Rezension
Lord Huron
Lonesome Dreams
Highlights: Time To Run // Lonesome Dreams // She Lit A Fire // I Will Be Back One Day // Brother
Genre: Folk // Weltmusik // Calypso // Tropical // Psychedelic
Sounds Like: Paul Simon // Fleet Foxes // Vampire Weekend // Yeasayer // Family Of The Year // Seryn
VÖ: 18.01.2013
Allein schon dieses Albumcover lädt dazu ein sich wegzuträumen. Den klaren Mondschein, die kühle Luft, die Stille der Nacht – man spürt sie, wenn man „Lonesome Dreams“ hört. Nach und nach setzen sich die einzelnen Bestandteile zusammen, Bilder, Landschaften, Gefühle und Geschichten verdichten sich zu einem großen Ganzen. „Lonesome Dreams“ sind Lord Hurons ganz persönliche Geschichten aus 1001 Nacht. Sie erzählen von einer Welt, die vielleicht einmal existiert hat, die es vielleicht auch nie gab und allein der Imagination Lord Hurons entstammt. Im Grunde spielt das keine Rolle. Man weiß nur, dass man gerne dort ist, weil es eine faszinierende Welt ist, in der man sich unglaublich wohl fühlt, in der man zur Ruhe kommt und klare Gedanken fassen kann, fernab vom Alltagsgeschehen, das einen Tag für Tag erfolgreich davon abhält.

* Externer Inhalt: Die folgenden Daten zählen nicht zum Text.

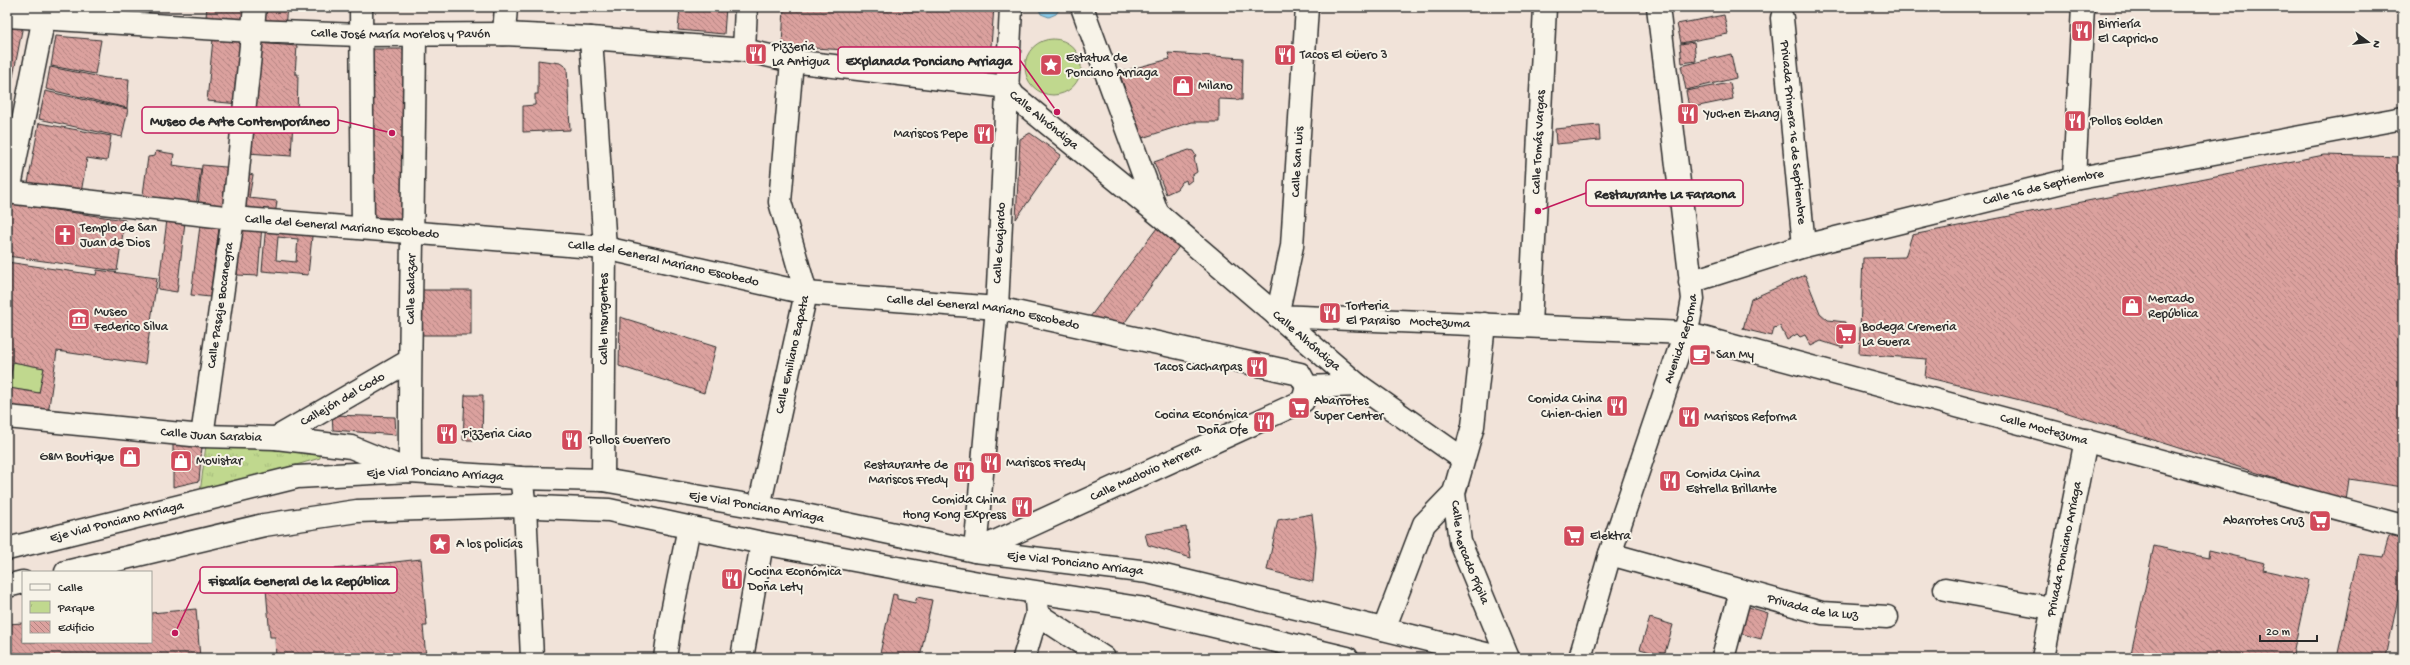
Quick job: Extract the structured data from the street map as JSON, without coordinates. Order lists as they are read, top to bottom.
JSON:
{
  "streets": {
    "street": [
      "Calle José María Morelos y Pavón",
      "Calle Alhóndiga",
      "Privada Primera 16 de Septiembre",
      "Calle Tomás Vargas",
      "Calle San Luis",
      "Calle 16 de Septiembre",
      "Calle del General Mariano Escobedo",
      "Calle Guajardo",
      "Calle Salazar",
      "Calle Pasaje Bocanegra",
      "Calle Insurgentes",
      "Moctezuma",
      "Avenida Reforma",
      "Calle Emiliano Zapata",
      "Callejón del Codo",
      "Calle Moctezuma",
      "Calle Juan Sarabia",
      "Calle Maclovio Herrera",
      "Eje Vial Ponciano Arriaga",
      "Privada Ponciano Arriaga",
      "Calle Mercado Pípila",
      "Privada de la Luz"
    ]
  },
  "crossings": [
    ["Calle José María Morelos y Pavón", "Calle Alhóndiga"],
    ["Calle José María Morelos y Pavón", "Calle Salazar"],
    ["Calle José María Morelos y Pavón", "Calle Pasaje Bocanegra"],
    ["Calle José María Morelos y Pavón", "Calle Insurgentes"],
    ["Calle José María Morelos y Pavón", "Calle Emiliano Zapata"],
    ["Calle Alhóndiga", "Calle San Luis"],
    ["Calle Alhóndiga", "Calle Guajardo"],
    ["Calle Alhóndiga", "Moctezuma"],
    ["Calle Alhóndiga", "Calle Emiliano Zapata"],
    ["Calle Alhóndiga", "Calle Mercado Pípila"],
    ["Privada Primera 16 de Septiembre", "Calle 16 de Septiembre"],
    ["Calle San Luis", "Moctezuma"],
    ["Calle 16 de Septiembre", "Avenida Reforma"],
    ["Calle del General Mariano Escobedo", "Calle Guajardo"],
    ["Calle del General Mariano Escobedo", "Calle Salazar"],
    ["Calle del General Mariano Escobedo", "Calle Pasaje Bocanegra"],
    ["Calle del General Mariano Escobedo", "Calle Insurgentes"],
    ["Calle del General Mariano Escobedo", "Calle Emiliano Zapata"],
    ["Calle del General Mariano Escobedo", "Calle Maclovio Herrera"],
    ["Calle Guajardo", "Calle Maclovio Herrera"],
    ["Calle Guajardo", "Eje Vial Ponciano Arriaga"],
    ["Calle Salazar", "Callejón del Codo"],
    ["Calle Salazar", "Calle Juan Sarabia"],
    ["Calle Salazar", "Eje Vial Ponciano Arriaga"],
    ["Calle Pasaje Bocanegra", "Calle Juan Sarabia"],
    ["Calle Insurgentes", "Eje Vial Ponciano Arriaga"],
    ["Moctezuma", "Calle Mercado Pípila"],
    ["Avenida Reforma", "Calle Moctezuma"],
    ["Avenida Reforma", "Privada de la Luz"],
    ["Calle Emiliano Zapata", "Eje Vial Ponciano Arriaga"],
    ["Callejón del Codo", "Calle Juan Sarabia"],
    ["Calle Moctezuma", "Privada Ponciano Arriaga"],
    ["Calle Juan Sarabia", "Eje Vial Ponciano Arriaga"],
    ["Calle Maclovio Herrera", "Eje Vial Ponciano Arriaga"]
  ],
  "places": {
    "restaurant": [
      "Birriería El Capricho",
      "Pizzeria La Antigua",
      "Tacos El Güero 3",
      "Yuchen Zhang",
      "Pollos Golden",
      "Mariscos Pepe",
      "Torteria El Paraiso",
      "Tacos Cacharpas",
      "Comida China Chien-chien",
      "Mariscos Reforma",
      "Cocina Económica Doña Ofe",
      "Pizzeria Ciao",
      "Pollos Guerrero",
      "Mariscos Fredy",
      "Restaurante de Mariscos Fredy",
      "Comida China Estrella Brillante",
      "Comida China Hong Kong Express",
      "Cocina Económica Doña Lety"
    ],
    "place": ["Estatua de Ponciano Arriaga", "A los policías"],
    "shop": [
      "Milano",
      "Mercado República",
      "G&M Boutique",
      "Movistar"
    ],
    "other": [
      "Explanada Ponciano Arriaga",
      "Museo de Arte Contemporáneo",
      "Restaurante La Faraona",
      "Fiscalía General de la República"
    ],
    "church": ["Templo de San Juan de Dios"],
    "museum": ["Museo Federico Silva"],
    "supermarket": [
      "Bodega Cremeria La Guera",
      "Abarrotes Super Center",
      "Abarrotes Cruz",
      "Elektra"
    ],
    "cafe": ["San My"]
  },
  "legend": ["Calle", "Parque", "Edificio"],
  "scale_bar": "20 m",
  "north": "right"
}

Der aus Michigan stammende Ben Schneider hat sein musikalisches Projekt Lord Huron nach dem Lake Huron in seiner Heimat benannt, dem See, an dessen Ufer alles begann. Die Jahre zuvor hatte Schneider in erster Linie seine Karriere als bildender Künstler vorangetrieben, lebte in Frankreich, New York und Los Angeles. Doch die Musik war sein treuer Begleiter, immer war sie dabei, irgendwo im Hinterkopf – und so entstanden die ersten Songideen, aus denen an eben jenem Lake Huron Lord Hurons erste EP entstand, die vor zwei Jahren erschien. Seitdem war Ben Schneider Dauergespräch in der Bloggerszene, das Warten auf ein Debütalbum begann. Eine weitere EP erschien und damit stieg auch die Erwartungshaltung an das erste Album weiter.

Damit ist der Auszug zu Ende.